Cabelo
curto e já grisalho, tez morena e olhar furtivo. Quase sempre a camisa fora
dos jeans e nos ombros o pullover como que a abraçá-lo. Em tudo o mais não permite
que nada o envolva, nem tão pouco abrace. Tornou-se
anti-social, quase selvagem; deixou de saber conviver com o mundo. Um
dia, vá-se lá saber o porquê, decidiu isolar-se na sua torre de concreto e, dali,
ficar a vigiar o horizonte.
Mantém
ainda algum contacto com o exterior
através do velho aparelho anguloso e de cor preta, de onde sai um cordão entrançado e grosso como um dedo da mão, envolto em algodão estafado, qual cordão
umbilical que liga e religa a seu bel-prazer. Ao fim de tantas palavras em que já não acredita dá-se ao
luxo de, com um sorriso fino a dançar-lhe nos lábios e a névoa a escurecer-lhe
o olhar, cortar a ligação. Malandros – exclama ele numa espécie de rosnanço que
pensa ainda ser feroz.
Do outro
lado da linha sobra, por vezes, uma espécie de travo amargo.
Faz pena sentir que é constantemente assaltado pelo tédio e pela melancolia. Uma
vida inteira preenchida, vivida intensamente como se não houvera amanhã . E ele
sabia que não havia. Hoje é uma espécie de morto-vivo em contagem decrescente
para a sua última aventura chamada morte.
Pelas
profundezas da mente ainda passam as
memórias gloriosas de uma existência agitada a fazer lembrar imagens de auroras
boreais. Recorda com saudade corpos
nacarados de pele macia e todo ele a consumir-se neles, a arder em paixões
e emoções momentaneamente incontroláveis.

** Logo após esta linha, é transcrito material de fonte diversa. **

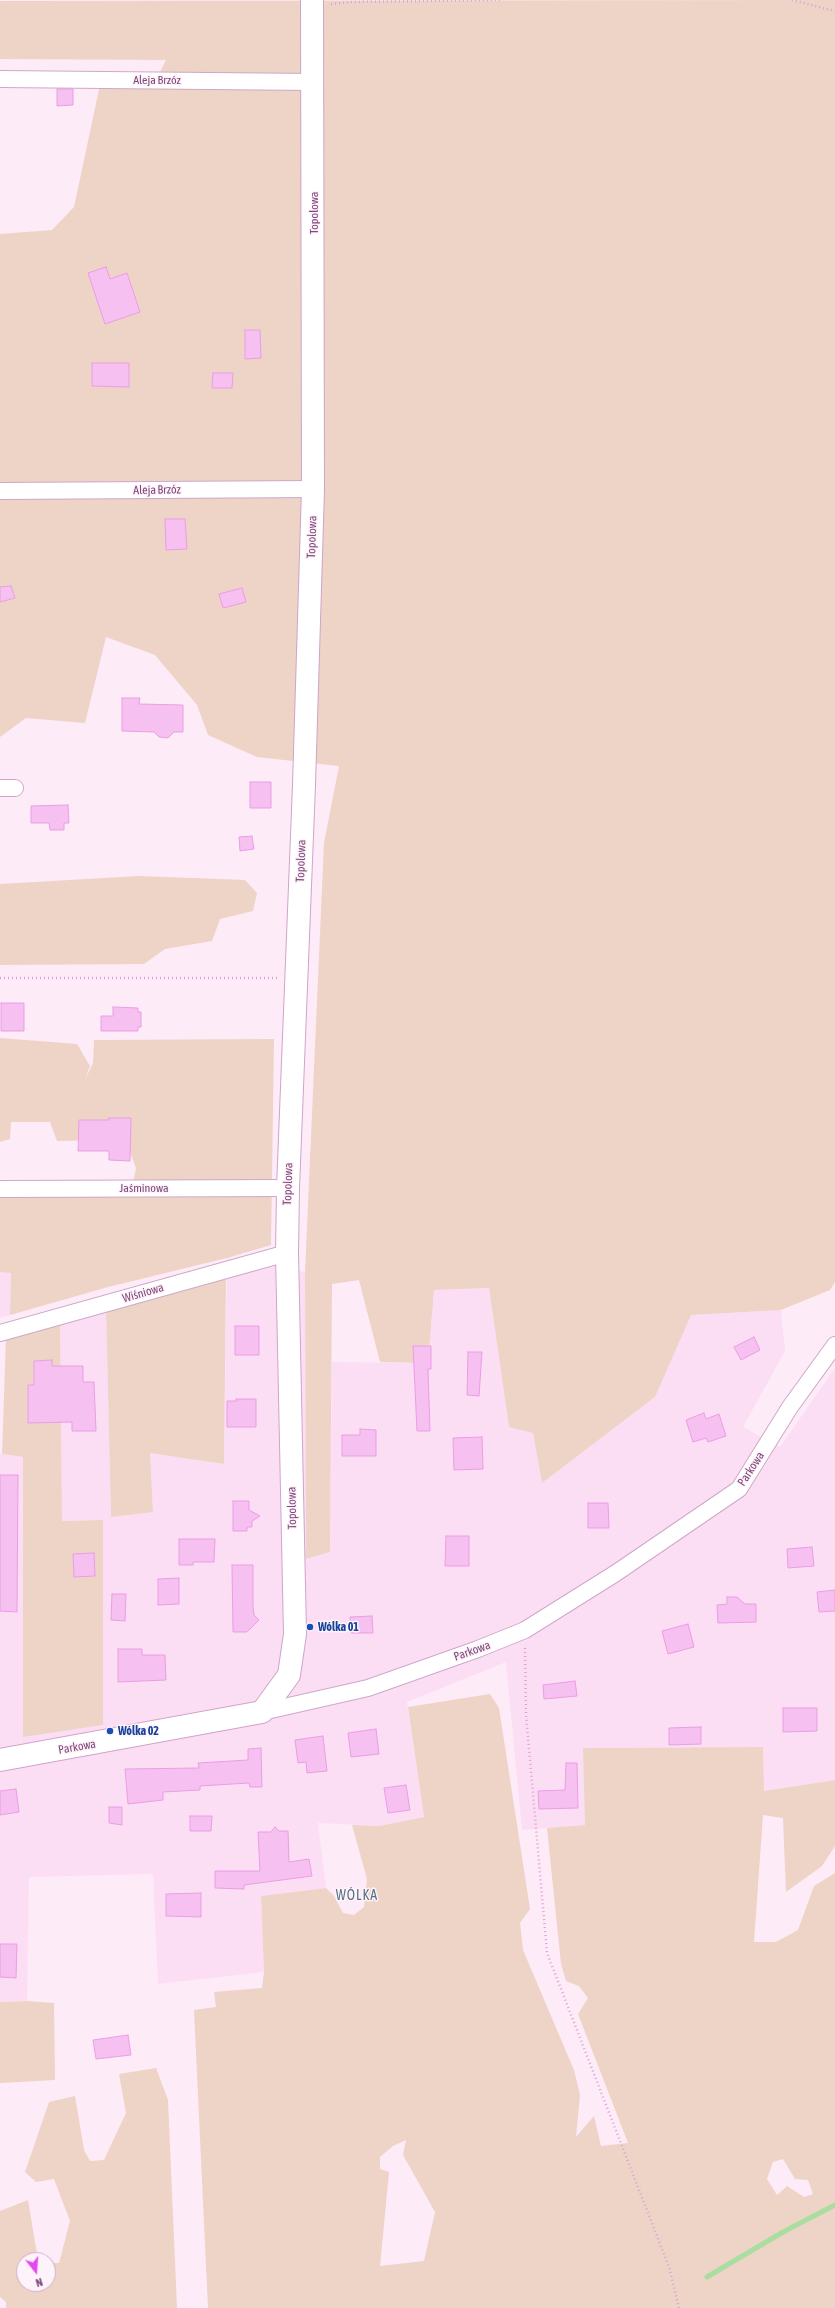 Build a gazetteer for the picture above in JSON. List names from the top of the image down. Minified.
{"streets":{"street":["Aleja Brzóz","Topolowa","Jaśminowa","Wiśniowa","Parkowa"]},"crossings":[["Aleja Brzóz","Topolowa"],["Topolowa","Jaśminowa"],["Topolowa","Wiśniowa"],["Topolowa","Parkowa"]],"districts":["WÓLKA"],"places":["Wólka 01","Wólka 02"],"north":"bottom"} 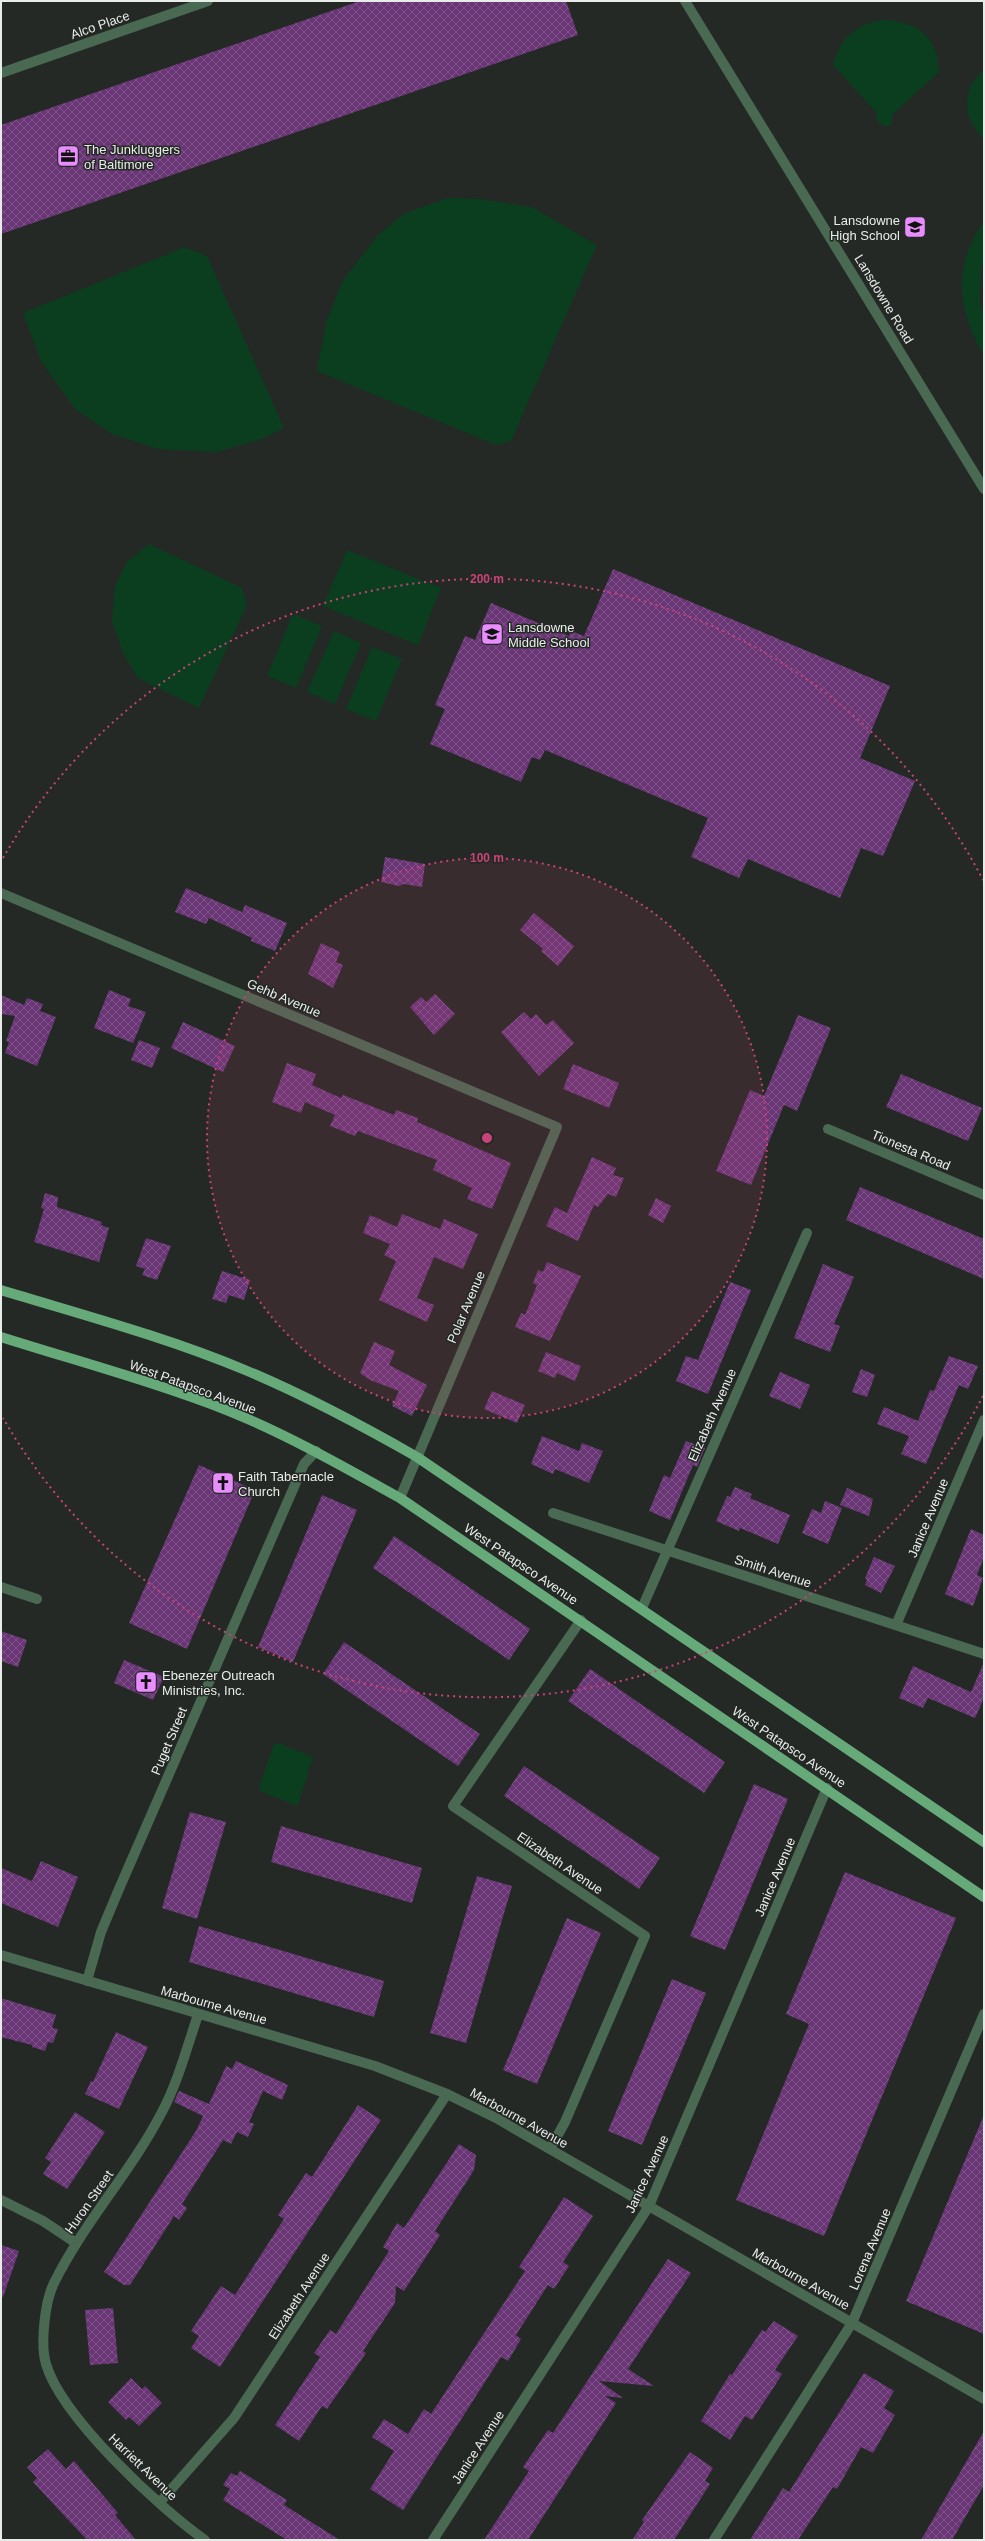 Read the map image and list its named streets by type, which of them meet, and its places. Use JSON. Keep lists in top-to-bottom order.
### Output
{
  "streets": {
    "main road": ["West Patapsco Avenue"],
    "street": [
      "Alco Place",
      "Lansdowne Road",
      "Gehb Avenue",
      "Tionesta Road",
      "Polar Avenue",
      "Elizabeth Avenue",
      "Janice Avenue",
      "Smith Avenue",
      "Puget Street",
      "Marbourne Avenue",
      "Huron Street",
      "Lorena Avenue",
      "Harriett Avenue"
    ]
  },
  "crossings": [
    ["Gehb Avenue", "Polar Avenue"],
    ["Polar Avenue", "West Patapsco Avenue"],
    ["West Patapsco Avenue", "Elizabeth Avenue"],
    ["West Patapsco Avenue", "Janice Avenue"],
    ["West Patapsco Avenue", "Puget Street"],
    ["Elizabeth Avenue", "Smith Avenue"],
    ["Elizabeth Avenue", "Marbourne Avenue"],
    ["Elizabeth Avenue", "Harriett Avenue"],
    ["Janice Avenue", "Smith Avenue"],
    ["Janice Avenue", "Marbourne Avenue"],
    ["Puget Street", "Marbourne Avenue"],
    ["Marbourne Avenue", "Huron Street"],
    ["Marbourne Avenue", "Lorena Avenue"],
    ["Huron Street", "Harriett Avenue"]
  ],
  "places": {
    "office": ["The Junkluggers of Baltimore"],
    "school or university": ["Lansdowne High School", "Lansdowne Middle School"],
    "church": ["Faith Tabernacle Church", "Ebenezer Outreach Ministries, Inc."]
  },
  "rings": ["200 m", "100 m"]
}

Uma espécie de fogo fátuo a queimar a alma, a degradar-se dia a dia, a chegar a
um fim que não tinha previsto.
Não sei se
alguma vez soube o que era o amor. Pelo menos não soube amar, e amar outrem para além de si próprio. Na luta
travada diariamente existia sempre a
tentativa desenfreada de autocontrole que descambava depois, e sempre, em consumição de novos corpos
que anestesiavam o seu desejo. Acabou
por se esquecer , primeiramente dos outros, e finalmente de si próprio. E foi
assim durante meio século.
A procura
de uma ética é um itinerário que pode paradoxalmente, matar. Não é, por isso,
paradoxal que as regras de substituição da ética individual, como a moral
religiosa, matem uma vida de experiências limites.

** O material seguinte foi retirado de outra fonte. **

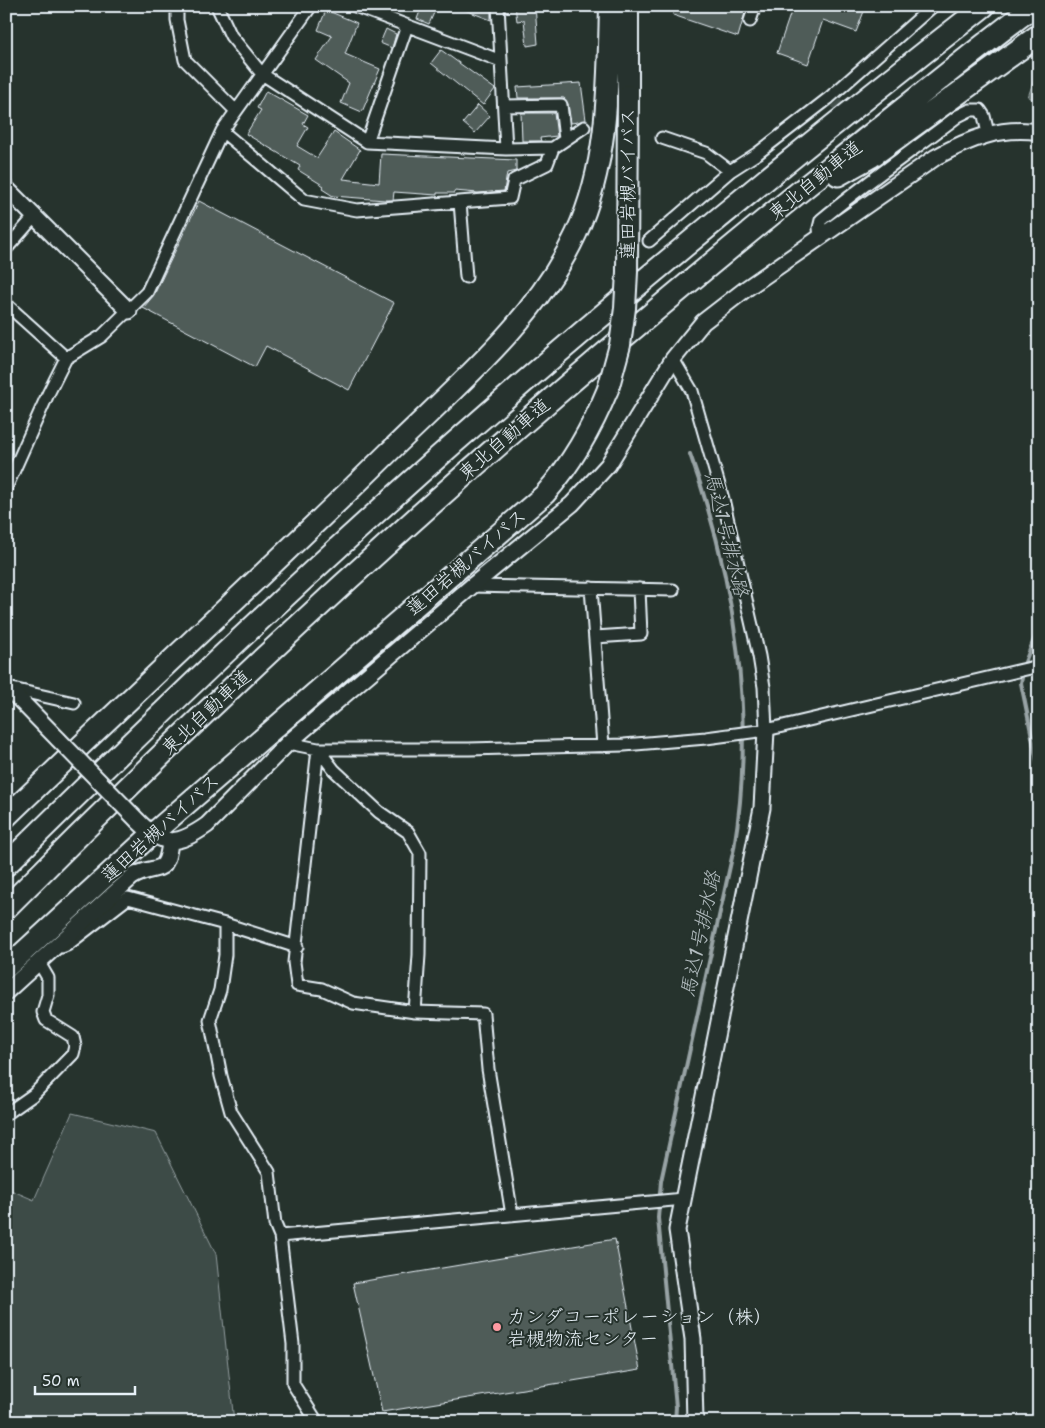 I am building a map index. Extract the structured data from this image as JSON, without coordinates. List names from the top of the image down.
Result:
{
  "streets": {
    "highway": ["東北自動車道", "蓮田岩槻バイパス"]
  },
  "water": ["馬込1号排水路"],
  "places": ["カンダコーポレーション（株） 岩槻物流センター"],
  "scale_bar": "50 m"
}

Mas até as suas convicções religiosas eram as de um não
praticante: não passava do limiar do templo.
Enquanto
profanou corpos e almas esqueceu-se que uma vez saqueador, o seria pela vida
fora. Não havia redenção possível.
Tinha saudades da juventude. Dedicava parte do tempo a
olhar, furtivamente, as raparigas de
carnes frescas e rijas , uma espécie de voluptuosidade ondeava-lhe pelo corpo
semi-adormecido; mas era o único gozo que conseguia obter.
Como
caçador furtivo que era, não olhava a presa directamente nos olhos. Tinha medo
de si próprio e dos outros. Vivia aprisionado no que – dizia ele- era a moral e
os bons costumes. Fruto de muita meditação, o desapego era já uma constante e a
procura de desidentificação com o imenso ego redunda em nova procura de si, parte de
uma feroz disciplina auto imposta. Tudo preferível para que de novo não voltem a magoá-lo.
Nada mais
arriscou na vida. Até que a própria vida saturada de uma não dinâmica
existência tomou conta dele e aplicou-lhe o golpe fatal. De caçador passou a
presa.
2 comentários:
Arrobamiga
Eu já fui caçador, hoje estou preso por falta de licença para casar, com ç.
A sério, é um belo texto, mais um, alias. E, de passagem, uma informação:
O noticiado sobre o falecimento da nossa TRAVESSA é absolutamente falso. Podes ir lá para comprovar a mentira posta a correr pela oposição que ninguém sabe quem é.
Qjs
Boa prosa. Pena ser ficção.
Na vida real os caçadores serão sempre protegidos pelo sistema, pela moral vigente, pela aceitação das vitimas... Um dia mudará, mas não me falaste no futuro.